- [Activity]:
Go through the records below and copy out every line holding "Brekkefaret".

- [Source material]:
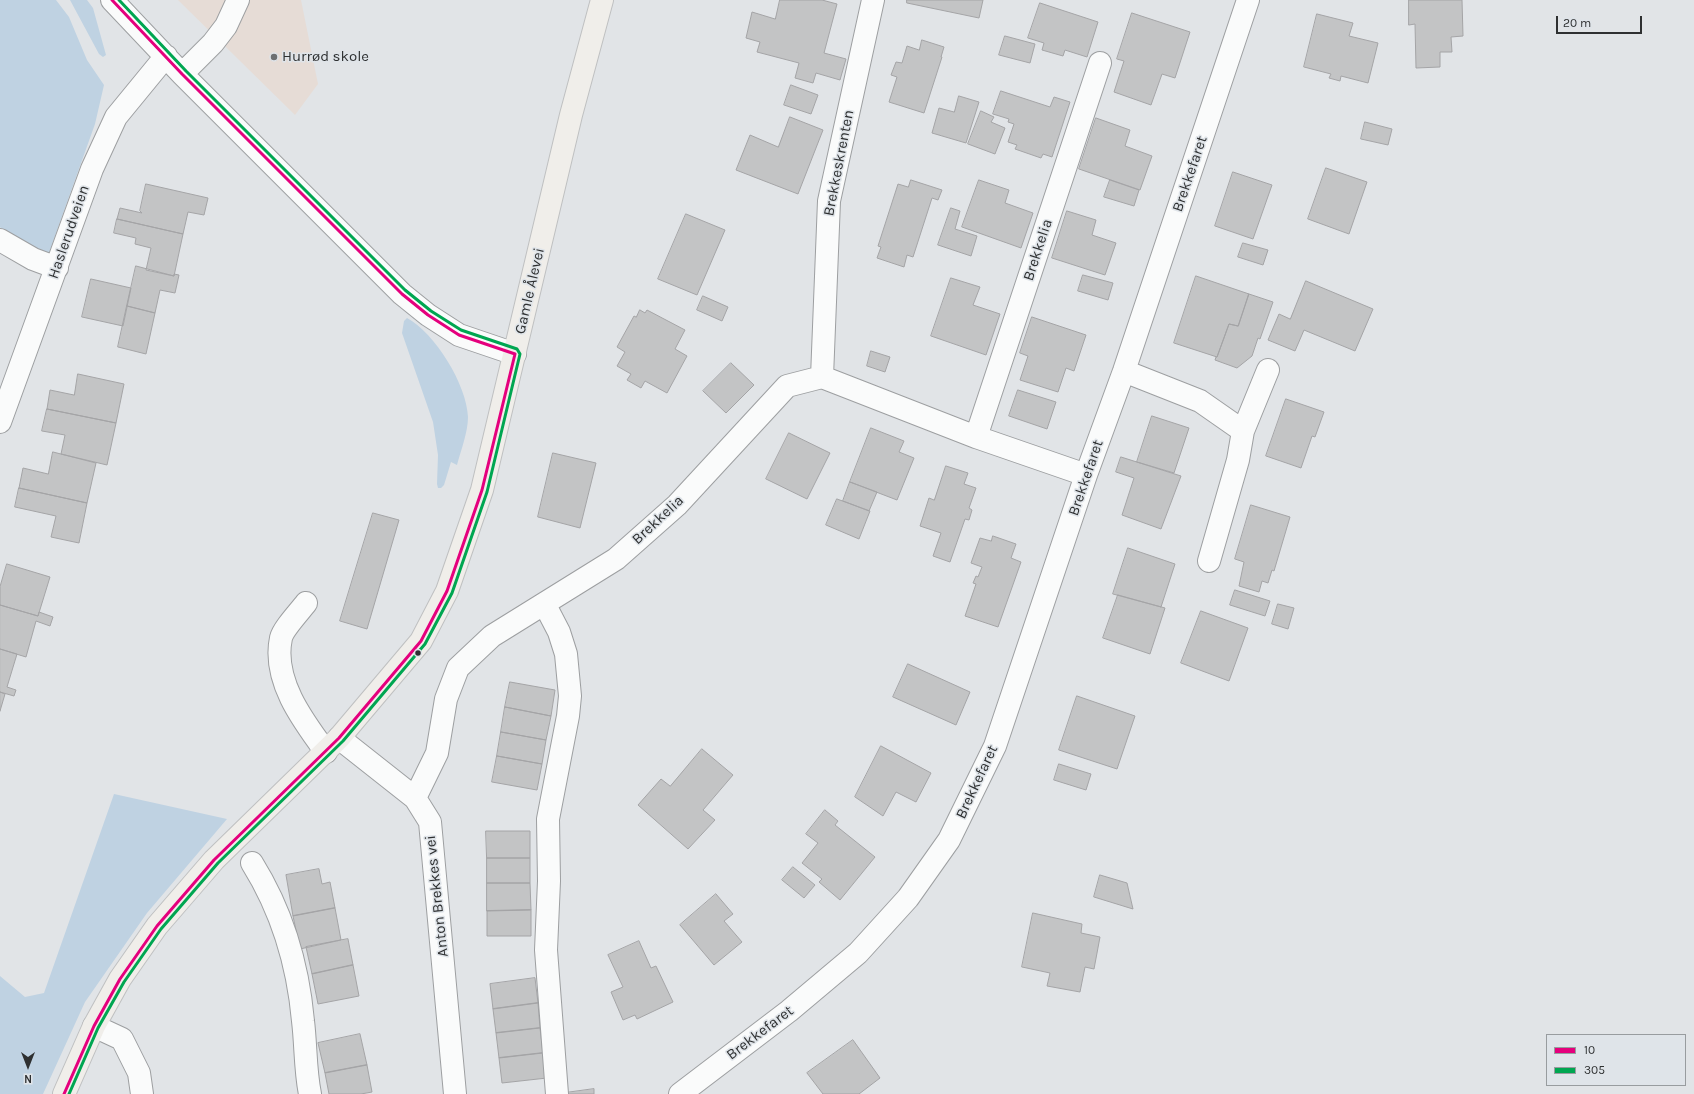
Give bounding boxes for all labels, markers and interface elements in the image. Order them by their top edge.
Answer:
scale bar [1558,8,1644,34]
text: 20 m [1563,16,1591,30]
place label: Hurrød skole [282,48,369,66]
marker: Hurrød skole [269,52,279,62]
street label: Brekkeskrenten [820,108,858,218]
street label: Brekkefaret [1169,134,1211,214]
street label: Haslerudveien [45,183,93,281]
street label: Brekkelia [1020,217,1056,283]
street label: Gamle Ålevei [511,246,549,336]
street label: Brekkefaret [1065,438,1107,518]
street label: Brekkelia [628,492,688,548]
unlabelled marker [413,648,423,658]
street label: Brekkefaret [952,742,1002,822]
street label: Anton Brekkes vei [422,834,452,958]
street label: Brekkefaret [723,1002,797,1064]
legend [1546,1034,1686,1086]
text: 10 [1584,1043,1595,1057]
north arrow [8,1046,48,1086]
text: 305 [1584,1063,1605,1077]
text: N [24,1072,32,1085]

- [Task result]:
street label: Brekkefaret [1169,134,1211,214]
street label: Brekkefaret [1065,438,1107,518]
street label: Brekkefaret [952,742,1002,822]
street label: Brekkefaret [723,1002,797,1064]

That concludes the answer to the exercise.